[Stored items]
_ _ _ _ _ _ _
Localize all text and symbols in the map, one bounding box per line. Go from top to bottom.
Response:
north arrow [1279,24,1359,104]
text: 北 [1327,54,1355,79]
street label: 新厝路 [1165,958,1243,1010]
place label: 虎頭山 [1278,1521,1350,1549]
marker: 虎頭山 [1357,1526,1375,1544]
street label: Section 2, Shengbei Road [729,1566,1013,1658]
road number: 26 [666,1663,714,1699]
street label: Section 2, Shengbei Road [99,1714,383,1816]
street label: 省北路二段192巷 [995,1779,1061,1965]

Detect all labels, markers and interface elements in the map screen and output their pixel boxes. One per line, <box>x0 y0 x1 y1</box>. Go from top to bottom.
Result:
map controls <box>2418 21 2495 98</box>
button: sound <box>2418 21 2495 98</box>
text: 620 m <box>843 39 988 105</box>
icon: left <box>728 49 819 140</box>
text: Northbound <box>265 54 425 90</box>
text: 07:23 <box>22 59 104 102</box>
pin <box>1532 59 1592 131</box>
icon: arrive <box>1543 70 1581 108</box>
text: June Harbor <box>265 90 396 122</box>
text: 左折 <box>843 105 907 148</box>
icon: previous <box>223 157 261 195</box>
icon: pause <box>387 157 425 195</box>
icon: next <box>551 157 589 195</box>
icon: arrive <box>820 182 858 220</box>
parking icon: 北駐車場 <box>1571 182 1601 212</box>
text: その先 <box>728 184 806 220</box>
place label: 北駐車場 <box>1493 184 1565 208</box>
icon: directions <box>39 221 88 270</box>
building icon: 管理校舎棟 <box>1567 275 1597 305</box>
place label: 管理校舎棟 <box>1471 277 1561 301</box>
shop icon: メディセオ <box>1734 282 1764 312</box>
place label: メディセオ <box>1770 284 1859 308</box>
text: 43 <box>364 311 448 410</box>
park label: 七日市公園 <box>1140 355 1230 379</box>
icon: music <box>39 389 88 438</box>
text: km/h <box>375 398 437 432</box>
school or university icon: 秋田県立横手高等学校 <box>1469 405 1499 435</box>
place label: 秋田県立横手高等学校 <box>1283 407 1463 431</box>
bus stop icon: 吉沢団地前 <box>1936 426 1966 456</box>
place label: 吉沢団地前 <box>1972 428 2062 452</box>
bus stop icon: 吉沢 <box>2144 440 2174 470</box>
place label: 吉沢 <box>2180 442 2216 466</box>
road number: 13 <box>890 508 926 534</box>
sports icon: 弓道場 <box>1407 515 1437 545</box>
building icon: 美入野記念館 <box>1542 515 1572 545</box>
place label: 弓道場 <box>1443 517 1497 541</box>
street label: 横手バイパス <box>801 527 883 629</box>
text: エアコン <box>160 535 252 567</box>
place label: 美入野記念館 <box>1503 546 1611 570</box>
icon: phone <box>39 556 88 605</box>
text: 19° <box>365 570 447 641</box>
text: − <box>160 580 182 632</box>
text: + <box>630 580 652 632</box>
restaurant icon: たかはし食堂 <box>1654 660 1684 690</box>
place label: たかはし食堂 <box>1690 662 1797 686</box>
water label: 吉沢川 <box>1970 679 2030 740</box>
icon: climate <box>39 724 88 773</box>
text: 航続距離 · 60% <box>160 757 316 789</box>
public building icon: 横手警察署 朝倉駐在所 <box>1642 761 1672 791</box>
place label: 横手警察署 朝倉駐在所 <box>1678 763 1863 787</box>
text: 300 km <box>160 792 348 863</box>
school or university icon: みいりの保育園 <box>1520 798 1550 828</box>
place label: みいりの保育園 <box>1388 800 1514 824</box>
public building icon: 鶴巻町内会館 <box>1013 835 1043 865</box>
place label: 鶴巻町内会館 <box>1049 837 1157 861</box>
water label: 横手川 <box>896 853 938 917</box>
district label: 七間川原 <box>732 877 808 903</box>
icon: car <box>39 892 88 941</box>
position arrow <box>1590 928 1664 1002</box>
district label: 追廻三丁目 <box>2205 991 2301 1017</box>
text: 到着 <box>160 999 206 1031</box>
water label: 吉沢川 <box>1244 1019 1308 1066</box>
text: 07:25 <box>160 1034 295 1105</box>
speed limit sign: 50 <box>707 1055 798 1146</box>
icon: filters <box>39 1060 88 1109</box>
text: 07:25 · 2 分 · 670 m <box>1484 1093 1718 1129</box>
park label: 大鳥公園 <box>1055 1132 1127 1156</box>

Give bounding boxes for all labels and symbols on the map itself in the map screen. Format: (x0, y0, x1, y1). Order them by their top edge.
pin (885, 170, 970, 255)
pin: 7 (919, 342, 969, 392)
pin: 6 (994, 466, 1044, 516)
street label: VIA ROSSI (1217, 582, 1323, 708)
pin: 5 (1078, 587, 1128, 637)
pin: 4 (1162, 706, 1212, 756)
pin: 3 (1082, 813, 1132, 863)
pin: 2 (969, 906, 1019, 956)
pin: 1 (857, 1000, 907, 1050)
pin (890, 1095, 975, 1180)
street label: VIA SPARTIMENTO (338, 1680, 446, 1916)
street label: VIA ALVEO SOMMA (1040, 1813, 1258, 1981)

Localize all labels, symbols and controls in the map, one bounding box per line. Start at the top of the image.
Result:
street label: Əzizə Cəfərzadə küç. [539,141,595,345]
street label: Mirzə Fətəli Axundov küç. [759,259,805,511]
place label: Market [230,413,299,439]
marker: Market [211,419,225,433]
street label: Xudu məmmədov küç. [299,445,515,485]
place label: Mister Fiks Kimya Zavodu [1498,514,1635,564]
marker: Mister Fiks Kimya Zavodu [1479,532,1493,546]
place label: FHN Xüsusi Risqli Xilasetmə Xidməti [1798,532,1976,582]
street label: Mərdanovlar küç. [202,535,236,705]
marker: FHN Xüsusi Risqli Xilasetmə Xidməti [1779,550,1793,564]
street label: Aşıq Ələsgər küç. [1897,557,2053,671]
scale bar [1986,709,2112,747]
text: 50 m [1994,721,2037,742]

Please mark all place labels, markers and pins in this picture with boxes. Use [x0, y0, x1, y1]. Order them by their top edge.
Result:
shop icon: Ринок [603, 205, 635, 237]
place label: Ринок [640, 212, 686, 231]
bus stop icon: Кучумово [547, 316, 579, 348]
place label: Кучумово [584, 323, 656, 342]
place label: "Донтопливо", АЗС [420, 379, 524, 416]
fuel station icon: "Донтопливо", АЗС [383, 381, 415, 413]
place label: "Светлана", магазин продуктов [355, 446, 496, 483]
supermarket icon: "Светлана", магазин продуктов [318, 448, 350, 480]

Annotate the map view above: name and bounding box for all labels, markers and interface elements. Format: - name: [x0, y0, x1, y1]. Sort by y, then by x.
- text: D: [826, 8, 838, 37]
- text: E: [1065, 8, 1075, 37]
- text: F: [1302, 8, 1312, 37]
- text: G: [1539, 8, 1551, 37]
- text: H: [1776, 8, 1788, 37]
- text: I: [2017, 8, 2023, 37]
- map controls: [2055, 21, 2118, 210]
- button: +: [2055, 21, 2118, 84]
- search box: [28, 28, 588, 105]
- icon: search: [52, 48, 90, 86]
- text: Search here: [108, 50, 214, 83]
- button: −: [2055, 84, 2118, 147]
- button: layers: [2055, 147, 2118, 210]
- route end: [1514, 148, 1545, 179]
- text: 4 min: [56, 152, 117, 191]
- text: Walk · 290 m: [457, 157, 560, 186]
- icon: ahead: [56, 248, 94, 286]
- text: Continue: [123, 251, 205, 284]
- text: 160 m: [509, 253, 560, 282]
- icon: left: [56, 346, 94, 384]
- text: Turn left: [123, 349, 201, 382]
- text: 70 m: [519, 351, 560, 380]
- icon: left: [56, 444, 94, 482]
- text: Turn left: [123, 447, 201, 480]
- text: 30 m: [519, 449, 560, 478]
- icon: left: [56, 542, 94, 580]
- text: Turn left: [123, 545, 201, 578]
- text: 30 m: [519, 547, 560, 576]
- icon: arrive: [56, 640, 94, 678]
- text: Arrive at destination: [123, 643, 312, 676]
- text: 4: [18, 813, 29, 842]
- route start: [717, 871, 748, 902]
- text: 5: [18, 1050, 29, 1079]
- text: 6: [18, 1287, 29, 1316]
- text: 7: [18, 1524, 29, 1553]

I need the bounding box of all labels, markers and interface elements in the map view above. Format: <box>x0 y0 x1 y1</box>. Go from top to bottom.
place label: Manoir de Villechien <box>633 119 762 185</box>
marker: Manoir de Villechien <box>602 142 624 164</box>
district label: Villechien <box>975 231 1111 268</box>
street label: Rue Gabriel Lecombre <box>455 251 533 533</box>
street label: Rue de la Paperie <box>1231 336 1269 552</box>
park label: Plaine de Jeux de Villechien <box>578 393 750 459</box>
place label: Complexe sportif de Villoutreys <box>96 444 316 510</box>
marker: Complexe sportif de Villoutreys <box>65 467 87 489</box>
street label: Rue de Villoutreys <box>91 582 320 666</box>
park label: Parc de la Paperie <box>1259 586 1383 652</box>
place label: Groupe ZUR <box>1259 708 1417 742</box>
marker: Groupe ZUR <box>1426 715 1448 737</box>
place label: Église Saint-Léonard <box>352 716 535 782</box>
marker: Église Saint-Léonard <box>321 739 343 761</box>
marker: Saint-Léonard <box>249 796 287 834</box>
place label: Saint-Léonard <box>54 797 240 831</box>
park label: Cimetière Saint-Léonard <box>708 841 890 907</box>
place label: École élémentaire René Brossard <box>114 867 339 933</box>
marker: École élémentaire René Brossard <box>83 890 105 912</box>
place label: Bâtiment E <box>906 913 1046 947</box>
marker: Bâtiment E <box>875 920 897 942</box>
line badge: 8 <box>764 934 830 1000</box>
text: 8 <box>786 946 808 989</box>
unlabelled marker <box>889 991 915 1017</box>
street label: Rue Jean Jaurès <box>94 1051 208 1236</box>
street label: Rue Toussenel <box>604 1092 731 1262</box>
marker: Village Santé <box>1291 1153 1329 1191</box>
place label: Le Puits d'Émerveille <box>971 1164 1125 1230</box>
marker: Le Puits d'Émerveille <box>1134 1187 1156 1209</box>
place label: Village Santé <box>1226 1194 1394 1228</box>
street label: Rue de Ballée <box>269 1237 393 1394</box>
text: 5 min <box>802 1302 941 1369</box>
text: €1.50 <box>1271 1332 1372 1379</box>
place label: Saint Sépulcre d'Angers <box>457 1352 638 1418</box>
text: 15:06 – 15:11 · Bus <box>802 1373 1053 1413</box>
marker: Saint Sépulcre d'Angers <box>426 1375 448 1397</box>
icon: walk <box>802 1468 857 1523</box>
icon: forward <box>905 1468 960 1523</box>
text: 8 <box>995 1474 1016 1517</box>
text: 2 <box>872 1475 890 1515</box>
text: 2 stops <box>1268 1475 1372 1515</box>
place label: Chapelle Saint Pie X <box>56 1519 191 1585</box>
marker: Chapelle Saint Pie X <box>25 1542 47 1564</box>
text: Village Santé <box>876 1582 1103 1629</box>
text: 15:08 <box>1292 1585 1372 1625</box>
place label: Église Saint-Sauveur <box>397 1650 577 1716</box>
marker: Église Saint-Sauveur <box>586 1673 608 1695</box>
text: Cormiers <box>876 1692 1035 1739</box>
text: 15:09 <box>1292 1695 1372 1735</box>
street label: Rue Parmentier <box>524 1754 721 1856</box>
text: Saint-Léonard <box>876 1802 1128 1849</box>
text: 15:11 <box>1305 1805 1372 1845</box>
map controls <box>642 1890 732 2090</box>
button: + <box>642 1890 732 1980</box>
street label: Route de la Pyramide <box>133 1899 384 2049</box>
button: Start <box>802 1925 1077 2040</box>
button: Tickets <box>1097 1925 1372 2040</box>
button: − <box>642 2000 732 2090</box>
_ _ _ _ _ _ _
**Directions for this task:**
Find the lines above holding the word "吉沢団地前" and show them.

**Exercise result:**
bus stop icon: 吉沢団地前 <box>1936 426 1966 456</box>
place label: 吉沢団地前 <box>1972 428 2062 452</box>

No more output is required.